10. Government claims 'password protection' is enough for stolen PC
After a desktop computer holding sensitive documents was stolen from Hazel Blears's Salford office, officials insisted the machine had been password protected. Security experts dismissed the reassurance, noting the files should never have been on that computer at all.
11. House caves on telecom immunity in FISA rewrite
The US House of Representatives passed the FISA Amendments Act, granting retroactive immunity to phone companies that aided warrantless surveillance. The Electronic Frontier Foundation condemned the measure as a false compromise that would dismiss lawsuits such as its case against AT&T.
12. Post Office may collect ID card fingerprints
Ministers were in talks for the Post Office to handle biometric enrolment for ID cards and passports, extending its existing passport service to fingerprint collection. The plan raised both practical doubts about equipping every branch and security worries given past passport fraud cases.
13. NebuAd looks to 'spyware' firm for recruits
The behavioural advertising start-up NebuAd was found to have hired several senior staff from Claria, the adware company formerly known as Gator. NebuAd, which inspected ISP traffic to target adverts, insisted there was no meaningful link between the two firms.
14. Snoop-happy councils warned off RIPA abuse
The Local Government Association told English councils to stop using surveillance powers to chase dog fouling and littering. The warning followed reports that dozens of authorities had invoked the Regulation of Investigatory Powers Act more than a thousand times against residents.
15. Charter halts its NebuAd traffic inspection plan
Charter Communications abandoned a scheme that would have used deep packet inspection to monitor subscribers and serve targeted adverts. The retreat came after public anger and a pointed letter from members of the House Committee on Energy and Commerce.
16. CCTV cameras questioned as crime cutting tool
Bruce Schneier argued that pervasive surveillance cameras do little to prevent crime, citing British studies of the country's vast camera estate. He warned that the money would be better spent on police officers, and that facial recognition could push the technology towards an Orwellian future.
17. BT threatens music downloaders with internet cut-off
BT began sending letters warning broadband customers accused of sharing copyrighted music that their accounts could be terminated. The campaign, run with the music industry, leaned towards the disconnection model favoured by rights holders.

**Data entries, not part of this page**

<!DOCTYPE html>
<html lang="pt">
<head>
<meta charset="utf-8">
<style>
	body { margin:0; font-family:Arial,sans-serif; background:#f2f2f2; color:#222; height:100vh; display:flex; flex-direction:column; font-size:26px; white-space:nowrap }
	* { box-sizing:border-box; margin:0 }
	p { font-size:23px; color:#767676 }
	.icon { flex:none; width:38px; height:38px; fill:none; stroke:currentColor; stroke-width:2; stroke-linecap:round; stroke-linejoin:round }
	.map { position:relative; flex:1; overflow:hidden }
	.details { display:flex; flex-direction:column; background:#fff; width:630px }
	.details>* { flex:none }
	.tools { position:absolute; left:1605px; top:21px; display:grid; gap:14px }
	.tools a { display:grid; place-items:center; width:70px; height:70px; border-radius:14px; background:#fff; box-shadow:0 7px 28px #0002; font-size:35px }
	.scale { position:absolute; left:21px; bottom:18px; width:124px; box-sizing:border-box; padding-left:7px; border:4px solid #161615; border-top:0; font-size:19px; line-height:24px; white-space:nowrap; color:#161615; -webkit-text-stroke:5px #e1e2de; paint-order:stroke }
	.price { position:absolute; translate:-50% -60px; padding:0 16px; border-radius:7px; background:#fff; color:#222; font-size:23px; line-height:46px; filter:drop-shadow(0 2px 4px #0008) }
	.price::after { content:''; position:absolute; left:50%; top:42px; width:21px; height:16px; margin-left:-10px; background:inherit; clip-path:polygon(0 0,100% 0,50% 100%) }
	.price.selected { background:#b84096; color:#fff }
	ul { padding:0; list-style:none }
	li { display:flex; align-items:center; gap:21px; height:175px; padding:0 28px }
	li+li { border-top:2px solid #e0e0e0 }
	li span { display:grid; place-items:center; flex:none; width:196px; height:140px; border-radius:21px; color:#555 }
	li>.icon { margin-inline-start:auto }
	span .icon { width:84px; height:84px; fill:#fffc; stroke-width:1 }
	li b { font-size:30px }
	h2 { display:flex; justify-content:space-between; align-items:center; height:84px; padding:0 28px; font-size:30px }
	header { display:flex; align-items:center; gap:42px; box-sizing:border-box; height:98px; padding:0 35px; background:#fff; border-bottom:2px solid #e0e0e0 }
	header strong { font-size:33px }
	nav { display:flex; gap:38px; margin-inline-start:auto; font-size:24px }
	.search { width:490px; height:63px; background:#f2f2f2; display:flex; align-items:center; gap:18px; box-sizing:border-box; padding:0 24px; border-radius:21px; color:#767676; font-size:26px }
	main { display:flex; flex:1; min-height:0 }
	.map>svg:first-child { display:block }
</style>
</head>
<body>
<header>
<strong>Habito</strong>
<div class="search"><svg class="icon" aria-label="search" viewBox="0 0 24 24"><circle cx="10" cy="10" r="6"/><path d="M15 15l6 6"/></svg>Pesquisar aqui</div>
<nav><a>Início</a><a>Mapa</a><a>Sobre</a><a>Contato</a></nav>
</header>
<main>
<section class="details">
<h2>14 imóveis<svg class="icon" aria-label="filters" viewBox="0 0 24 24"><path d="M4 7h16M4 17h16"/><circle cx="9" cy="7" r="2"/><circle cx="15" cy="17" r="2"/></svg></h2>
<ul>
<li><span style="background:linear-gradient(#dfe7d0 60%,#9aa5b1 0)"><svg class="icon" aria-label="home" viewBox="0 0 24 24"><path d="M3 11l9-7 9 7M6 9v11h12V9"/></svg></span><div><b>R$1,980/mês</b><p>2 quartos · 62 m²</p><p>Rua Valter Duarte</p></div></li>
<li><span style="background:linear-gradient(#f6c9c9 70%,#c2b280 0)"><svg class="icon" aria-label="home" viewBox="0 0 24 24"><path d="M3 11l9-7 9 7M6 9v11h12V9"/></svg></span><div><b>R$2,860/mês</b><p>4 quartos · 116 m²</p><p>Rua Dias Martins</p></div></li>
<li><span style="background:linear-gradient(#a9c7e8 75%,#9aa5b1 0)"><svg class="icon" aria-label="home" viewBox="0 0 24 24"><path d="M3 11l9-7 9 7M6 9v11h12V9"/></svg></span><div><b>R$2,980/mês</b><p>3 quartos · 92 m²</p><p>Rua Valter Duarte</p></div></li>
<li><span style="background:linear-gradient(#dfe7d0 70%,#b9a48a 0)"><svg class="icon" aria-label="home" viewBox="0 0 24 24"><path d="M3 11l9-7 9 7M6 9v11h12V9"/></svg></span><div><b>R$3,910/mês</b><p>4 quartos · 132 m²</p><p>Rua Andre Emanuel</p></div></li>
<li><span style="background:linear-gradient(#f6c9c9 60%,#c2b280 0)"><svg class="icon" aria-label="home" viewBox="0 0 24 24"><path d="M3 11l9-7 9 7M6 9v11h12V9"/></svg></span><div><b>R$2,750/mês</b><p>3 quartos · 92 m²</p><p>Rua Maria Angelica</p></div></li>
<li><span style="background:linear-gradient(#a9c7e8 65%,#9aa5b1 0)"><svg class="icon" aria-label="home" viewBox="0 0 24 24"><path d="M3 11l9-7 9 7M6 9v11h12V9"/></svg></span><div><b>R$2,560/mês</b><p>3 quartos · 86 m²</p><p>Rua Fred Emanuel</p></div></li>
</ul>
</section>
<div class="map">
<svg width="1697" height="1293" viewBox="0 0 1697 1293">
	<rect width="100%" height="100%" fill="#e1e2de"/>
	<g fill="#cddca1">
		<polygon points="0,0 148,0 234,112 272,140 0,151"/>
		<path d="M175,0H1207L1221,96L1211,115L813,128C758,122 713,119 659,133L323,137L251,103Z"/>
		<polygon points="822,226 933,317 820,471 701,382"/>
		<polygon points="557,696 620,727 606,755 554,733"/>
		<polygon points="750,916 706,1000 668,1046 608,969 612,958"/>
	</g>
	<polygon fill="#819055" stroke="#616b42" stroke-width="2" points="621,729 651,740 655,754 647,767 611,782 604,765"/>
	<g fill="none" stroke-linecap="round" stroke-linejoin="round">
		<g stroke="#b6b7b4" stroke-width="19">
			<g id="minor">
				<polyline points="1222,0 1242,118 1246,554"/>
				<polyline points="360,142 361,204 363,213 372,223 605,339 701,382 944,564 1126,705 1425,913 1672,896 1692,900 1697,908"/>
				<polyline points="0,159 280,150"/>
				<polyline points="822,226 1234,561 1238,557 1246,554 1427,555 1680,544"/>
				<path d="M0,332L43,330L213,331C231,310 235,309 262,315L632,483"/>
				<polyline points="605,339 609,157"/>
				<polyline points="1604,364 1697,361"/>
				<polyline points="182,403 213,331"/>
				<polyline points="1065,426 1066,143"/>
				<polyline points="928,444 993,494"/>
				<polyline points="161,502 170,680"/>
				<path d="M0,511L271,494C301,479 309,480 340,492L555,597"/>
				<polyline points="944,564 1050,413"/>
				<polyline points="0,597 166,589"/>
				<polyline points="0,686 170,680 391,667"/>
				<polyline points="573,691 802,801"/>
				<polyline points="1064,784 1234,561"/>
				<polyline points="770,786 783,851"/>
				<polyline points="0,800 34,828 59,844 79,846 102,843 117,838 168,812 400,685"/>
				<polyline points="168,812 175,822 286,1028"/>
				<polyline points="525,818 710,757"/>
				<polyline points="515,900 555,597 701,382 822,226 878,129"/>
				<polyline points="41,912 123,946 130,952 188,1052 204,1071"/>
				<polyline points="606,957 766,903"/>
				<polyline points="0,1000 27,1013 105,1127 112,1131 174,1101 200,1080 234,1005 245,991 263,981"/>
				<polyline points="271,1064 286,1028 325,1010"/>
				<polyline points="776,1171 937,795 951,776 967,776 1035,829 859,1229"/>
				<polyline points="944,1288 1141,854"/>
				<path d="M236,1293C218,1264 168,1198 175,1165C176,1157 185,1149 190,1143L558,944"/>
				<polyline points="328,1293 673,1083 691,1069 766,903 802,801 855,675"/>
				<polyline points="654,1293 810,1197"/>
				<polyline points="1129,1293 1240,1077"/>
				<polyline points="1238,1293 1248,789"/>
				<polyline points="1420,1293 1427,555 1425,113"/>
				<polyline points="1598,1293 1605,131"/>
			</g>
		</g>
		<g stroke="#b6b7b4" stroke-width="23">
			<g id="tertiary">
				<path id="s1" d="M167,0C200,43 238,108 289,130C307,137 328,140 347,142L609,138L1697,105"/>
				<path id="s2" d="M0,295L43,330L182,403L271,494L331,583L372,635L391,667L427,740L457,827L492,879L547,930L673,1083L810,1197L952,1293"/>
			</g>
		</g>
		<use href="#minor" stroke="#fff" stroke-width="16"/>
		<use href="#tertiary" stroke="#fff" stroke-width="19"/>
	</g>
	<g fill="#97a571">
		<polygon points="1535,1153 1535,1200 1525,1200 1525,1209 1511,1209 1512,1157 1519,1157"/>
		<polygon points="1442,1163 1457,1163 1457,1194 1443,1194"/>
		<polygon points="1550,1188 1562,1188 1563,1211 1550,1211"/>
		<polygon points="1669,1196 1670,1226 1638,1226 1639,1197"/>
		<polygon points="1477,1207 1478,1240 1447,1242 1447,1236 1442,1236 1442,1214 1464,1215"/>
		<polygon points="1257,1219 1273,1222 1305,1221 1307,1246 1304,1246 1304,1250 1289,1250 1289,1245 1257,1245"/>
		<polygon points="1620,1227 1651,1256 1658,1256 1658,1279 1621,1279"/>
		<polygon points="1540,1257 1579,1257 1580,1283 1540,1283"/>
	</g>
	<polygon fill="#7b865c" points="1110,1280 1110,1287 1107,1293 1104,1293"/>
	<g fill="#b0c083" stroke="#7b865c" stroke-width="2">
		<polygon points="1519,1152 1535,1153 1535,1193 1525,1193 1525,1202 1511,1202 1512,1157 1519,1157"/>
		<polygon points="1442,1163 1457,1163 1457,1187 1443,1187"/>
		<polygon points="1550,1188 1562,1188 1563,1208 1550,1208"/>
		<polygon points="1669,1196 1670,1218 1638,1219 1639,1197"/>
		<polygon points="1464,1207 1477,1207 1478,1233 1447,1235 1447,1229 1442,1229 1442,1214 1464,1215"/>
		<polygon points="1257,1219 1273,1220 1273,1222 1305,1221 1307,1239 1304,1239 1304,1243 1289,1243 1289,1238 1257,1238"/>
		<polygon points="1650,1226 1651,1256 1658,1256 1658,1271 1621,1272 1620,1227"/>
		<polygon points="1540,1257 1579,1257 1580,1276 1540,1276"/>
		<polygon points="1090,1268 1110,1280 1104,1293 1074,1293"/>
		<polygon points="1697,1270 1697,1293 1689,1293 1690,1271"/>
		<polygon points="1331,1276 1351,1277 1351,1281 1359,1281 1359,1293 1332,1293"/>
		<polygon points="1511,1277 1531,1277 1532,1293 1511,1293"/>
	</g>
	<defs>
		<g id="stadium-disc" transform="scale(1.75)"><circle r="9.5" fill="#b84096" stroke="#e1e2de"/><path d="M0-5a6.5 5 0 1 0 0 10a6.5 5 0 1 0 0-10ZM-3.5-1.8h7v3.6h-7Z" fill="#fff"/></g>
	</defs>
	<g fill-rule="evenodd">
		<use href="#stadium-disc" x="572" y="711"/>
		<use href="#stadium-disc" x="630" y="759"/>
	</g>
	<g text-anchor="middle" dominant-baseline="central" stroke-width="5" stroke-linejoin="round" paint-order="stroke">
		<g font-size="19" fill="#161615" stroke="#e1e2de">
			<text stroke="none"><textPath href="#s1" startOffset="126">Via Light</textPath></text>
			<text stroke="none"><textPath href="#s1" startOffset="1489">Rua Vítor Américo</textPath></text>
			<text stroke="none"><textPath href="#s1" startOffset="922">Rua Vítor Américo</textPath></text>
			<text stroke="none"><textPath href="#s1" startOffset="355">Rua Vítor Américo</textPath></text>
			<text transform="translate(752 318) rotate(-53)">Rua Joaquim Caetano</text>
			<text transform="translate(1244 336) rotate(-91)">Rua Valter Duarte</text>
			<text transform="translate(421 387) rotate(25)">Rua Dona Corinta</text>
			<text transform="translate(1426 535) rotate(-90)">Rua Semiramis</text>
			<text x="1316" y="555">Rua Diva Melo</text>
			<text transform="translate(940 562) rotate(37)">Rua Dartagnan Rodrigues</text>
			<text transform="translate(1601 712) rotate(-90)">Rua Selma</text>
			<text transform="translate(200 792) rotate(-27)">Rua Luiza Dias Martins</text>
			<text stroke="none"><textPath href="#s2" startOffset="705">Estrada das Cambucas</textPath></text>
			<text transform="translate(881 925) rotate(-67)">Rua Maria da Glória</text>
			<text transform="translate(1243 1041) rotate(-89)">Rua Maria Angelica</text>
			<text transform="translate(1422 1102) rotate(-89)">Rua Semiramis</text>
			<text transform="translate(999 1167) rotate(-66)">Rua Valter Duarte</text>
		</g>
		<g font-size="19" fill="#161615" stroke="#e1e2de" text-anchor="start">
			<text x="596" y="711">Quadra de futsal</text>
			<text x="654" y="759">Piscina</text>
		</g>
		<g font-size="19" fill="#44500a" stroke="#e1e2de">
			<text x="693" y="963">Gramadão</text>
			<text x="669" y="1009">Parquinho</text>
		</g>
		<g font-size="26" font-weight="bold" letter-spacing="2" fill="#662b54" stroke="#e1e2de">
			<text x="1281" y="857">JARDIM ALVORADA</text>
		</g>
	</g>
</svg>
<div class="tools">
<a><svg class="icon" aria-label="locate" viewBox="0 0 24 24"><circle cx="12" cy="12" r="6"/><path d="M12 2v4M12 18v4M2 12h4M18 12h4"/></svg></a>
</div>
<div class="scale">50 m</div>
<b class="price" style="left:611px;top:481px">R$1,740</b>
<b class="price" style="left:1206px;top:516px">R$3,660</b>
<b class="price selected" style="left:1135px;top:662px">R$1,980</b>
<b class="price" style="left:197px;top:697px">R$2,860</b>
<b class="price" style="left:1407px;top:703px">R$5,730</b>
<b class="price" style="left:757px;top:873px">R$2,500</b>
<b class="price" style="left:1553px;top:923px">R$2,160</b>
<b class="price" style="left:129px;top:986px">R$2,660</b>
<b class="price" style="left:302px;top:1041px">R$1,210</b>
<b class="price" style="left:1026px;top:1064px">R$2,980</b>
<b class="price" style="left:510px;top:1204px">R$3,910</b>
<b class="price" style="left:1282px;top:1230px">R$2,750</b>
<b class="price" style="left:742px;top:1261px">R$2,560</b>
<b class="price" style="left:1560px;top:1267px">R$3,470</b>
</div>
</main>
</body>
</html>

18. p2p botnet pioneer agrees to plead guilty
A nineteen year old from Wyoming agreed to plead guilty to building the Nugache worm, one of the first peer-to-peer botnets. He had used the network of compromised machines to harvest usernames, passwords and account numbers from thousands of victims.
19. Deutsche Telekom investigated for spying on staff and journalists
German prosecutors opened a criminal investigation into Deutsche Telekom over the covert monitoring of board members and journalists. The company was suspected of trawling phone records to identify who had leaked details of layoffs and acquisitions to the press.
→ edri.org
20. Dutch boffins clone Oyster card
Researchers Wouter Teepe and Bart Jacobs at Radboud University used an ordinary laptop to crack and clone London's Mifare based Oyster travel card. They demonstrated free rides on the Underground and even mounted a denial of service attack on a Tube gate, while promising to withhold the manipulation software until publication.